-- Task data --
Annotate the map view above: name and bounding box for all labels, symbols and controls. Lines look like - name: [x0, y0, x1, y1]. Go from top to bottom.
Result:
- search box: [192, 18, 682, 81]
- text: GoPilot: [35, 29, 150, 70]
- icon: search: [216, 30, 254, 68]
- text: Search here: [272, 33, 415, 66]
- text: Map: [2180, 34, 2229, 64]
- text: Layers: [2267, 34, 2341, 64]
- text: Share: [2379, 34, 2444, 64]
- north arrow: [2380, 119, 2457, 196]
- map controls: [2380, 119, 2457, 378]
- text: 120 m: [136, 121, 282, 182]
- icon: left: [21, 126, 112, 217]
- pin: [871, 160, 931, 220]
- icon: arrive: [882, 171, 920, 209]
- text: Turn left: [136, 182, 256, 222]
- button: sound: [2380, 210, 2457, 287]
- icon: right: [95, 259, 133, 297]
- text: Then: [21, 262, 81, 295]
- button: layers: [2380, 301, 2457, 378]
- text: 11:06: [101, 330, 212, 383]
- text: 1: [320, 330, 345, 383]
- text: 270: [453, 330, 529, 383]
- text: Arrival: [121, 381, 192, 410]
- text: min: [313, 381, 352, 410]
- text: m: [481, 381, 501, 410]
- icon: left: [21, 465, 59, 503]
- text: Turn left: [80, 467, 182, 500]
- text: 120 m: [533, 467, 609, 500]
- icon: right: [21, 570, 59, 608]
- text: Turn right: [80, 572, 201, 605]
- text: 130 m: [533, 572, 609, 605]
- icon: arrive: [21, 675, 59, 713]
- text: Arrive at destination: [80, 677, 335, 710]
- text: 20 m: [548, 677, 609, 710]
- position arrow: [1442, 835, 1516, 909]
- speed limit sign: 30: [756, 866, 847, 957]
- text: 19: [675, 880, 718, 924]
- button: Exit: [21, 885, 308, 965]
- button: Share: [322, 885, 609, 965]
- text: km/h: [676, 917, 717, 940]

-- Prompt --
Start at the top line of the records and retype them all exactly.

-- Reply to the exercise --
Annotate the map view above: name and bounding box for all labels, symbols and controls. Lines look like - name: [x0, y0, x1, y1]. Go from top to bottom.
Result:
- search box: [192, 18, 682, 81]
- text: GoPilot: [35, 29, 150, 70]
- icon: search: [216, 30, 254, 68]
- text: Search here: [272, 33, 415, 66]
- text: Map: [2180, 34, 2229, 64]
- text: Layers: [2267, 34, 2341, 64]
- text: Share: [2379, 34, 2444, 64]
- north arrow: [2380, 119, 2457, 196]
- map controls: [2380, 119, 2457, 378]
- text: 120 m: [136, 121, 282, 182]
- icon: left: [21, 126, 112, 217]
- pin: [871, 160, 931, 220]
- icon: arrive: [882, 171, 920, 209]
- text: Turn left: [136, 182, 256, 222]
- button: sound: [2380, 210, 2457, 287]
- icon: right: [95, 259, 133, 297]
- text: Then: [21, 262, 81, 295]
- button: layers: [2380, 301, 2457, 378]
- text: 11:06: [101, 330, 212, 383]
- text: 1: [320, 330, 345, 383]
- text: 270: [453, 330, 529, 383]
- text: Arrival: [121, 381, 192, 410]
- text: min: [313, 381, 352, 410]
- text: m: [481, 381, 501, 410]
- icon: left: [21, 465, 59, 503]
- text: Turn left: [80, 467, 182, 500]
- text: 120 m: [533, 467, 609, 500]
- icon: right: [21, 570, 59, 608]
- text: Turn right: [80, 572, 201, 605]
- text: 130 m: [533, 572, 609, 605]
- icon: arrive: [21, 675, 59, 713]
- text: Arrive at destination: [80, 677, 335, 710]
- text: 20 m: [548, 677, 609, 710]
- position arrow: [1442, 835, 1516, 909]
- speed limit sign: 30: [756, 866, 847, 957]
- text: 19: [675, 880, 718, 924]
- button: Exit: [21, 885, 308, 965]
- button: Share: [322, 885, 609, 965]
- text: km/h: [676, 917, 717, 940]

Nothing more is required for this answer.